Falling for Autumn
As fall settles in Alberta, you'll be looking for more seasonally-appealing meals. Grilled salmon on the BBQ with fresh herbs is delicious, but the slow cooker may be a better (and warmer) option!
Here are some food choices, cooking tips, and nutrition advice to keep in mind over the next couple of months!
What cooking methods to use?
If you want to bundle up and head outside to BBQ, you're braver than we are! Around here, we love bringing out the slow cooker! Pro tip: If you’re like some of our AlbertaGrocery.ca team members who prep everything the night before, but always forget to turn on the slow cooker in the morning, there are tons of 2-ish hour recipes online that you can begin when you get home from work and still have a delicious slow cooker meal by dinner time!
And there's always the tried-and-true one pan roasted meals to turn to!
What's in season?
Apples and pears for jelly and tarts are wonderful, in-season fruits to seek out in the early fall. For something a bit more savoury, squashes and pumpkins are in abundance, too.
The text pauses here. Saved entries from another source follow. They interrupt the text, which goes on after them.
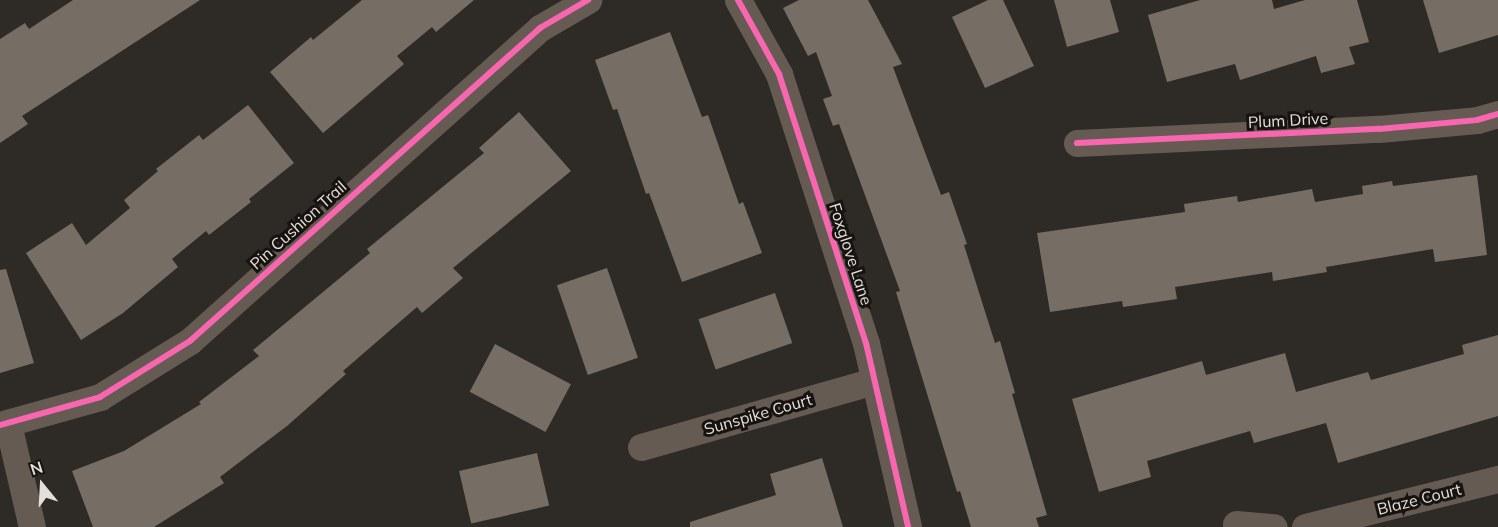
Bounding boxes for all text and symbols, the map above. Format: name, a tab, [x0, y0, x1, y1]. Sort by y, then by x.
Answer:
street label: Plum Drive	[1247, 108, 1329, 132]
street label: Pin Cushion Trail	[246, 177, 350, 273]
street label: Foxglove Lane	[825, 201, 877, 307]
street label: Sunspike Court	[702, 389, 814, 439]
north arrow	[12, 455, 72, 515]
text: N	[28, 457, 45, 479]
street label: Blaze Court	[1375, 479, 1463, 519]

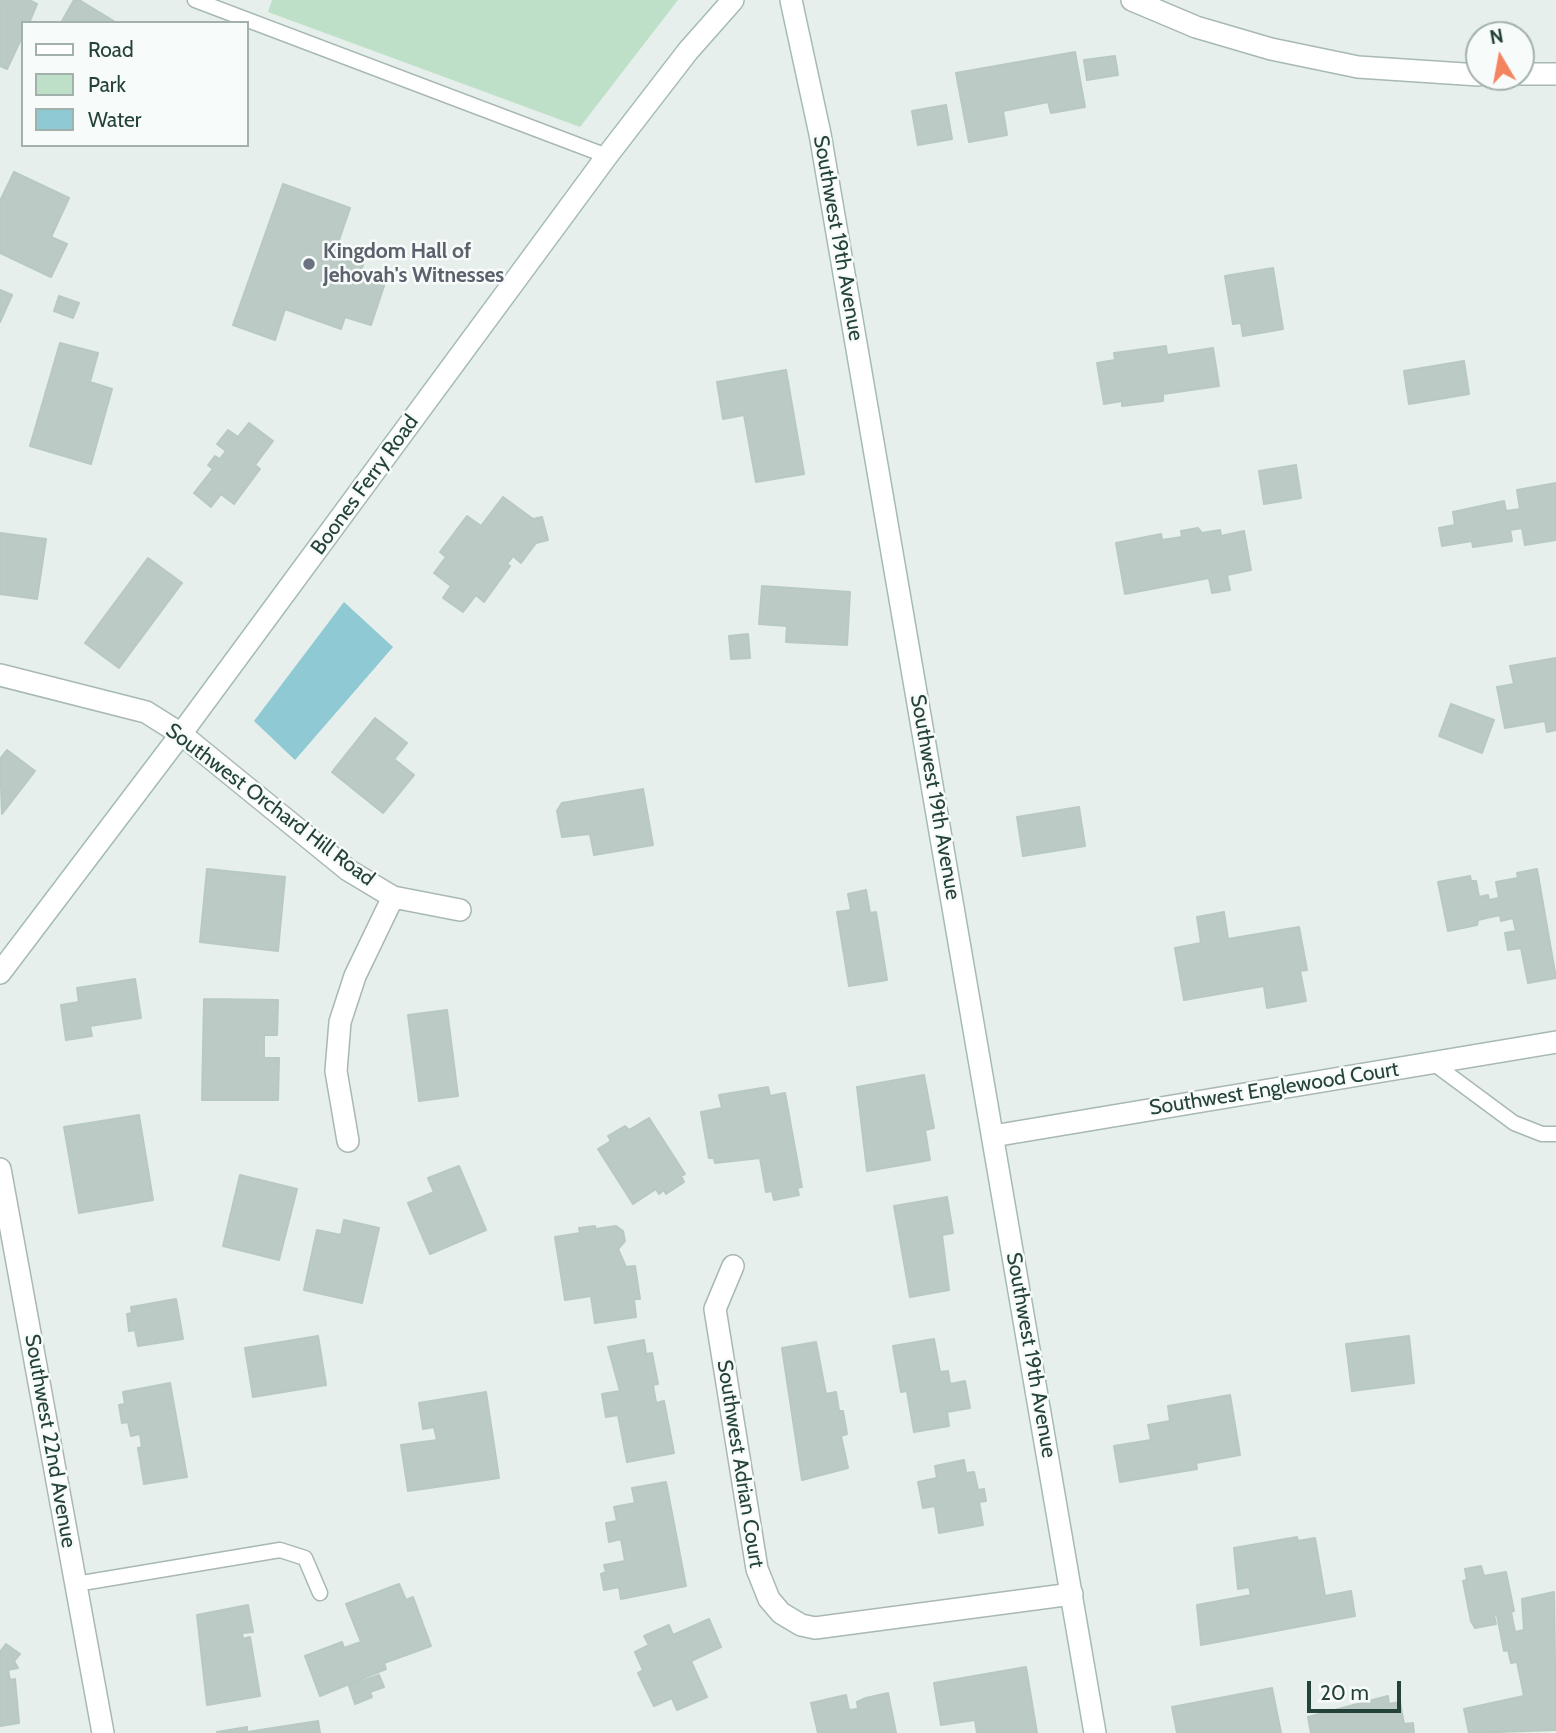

As we head closer to November, keep your eye out for fresh cranberries. Root vegetables are available all year round but are particularly fabulous when added to soups, stews, or in your one pan roasted meals, and root vegetables like carrots and beets are known to become a bit sweeter at this time of year.
How to keep it healthy?
Lots of the flavours you're looking for in cooler months have many health benefits, as well as vitamins and nutrients your body needs.
Root vegetables are packed with fibre, vitamin A & C, potassium, and magnesium. Herbs and spices can make you feel cozy and warm, including black pepper, ginger, cayenne, cinnamon, garlic, and cardamom. Some of these spices can also help fight inflammation, boost metabolism, and is good for cholesterol.
Don't forget the vitamin D! We get vitamin D from sunlight, and living in Alberta means we don't get much of that right now. There are foods enriched with vitamin D (like milk, yogurt, orange juice, or tofu), and you can find it naturally in fish, crimini mushrooms, and eggs.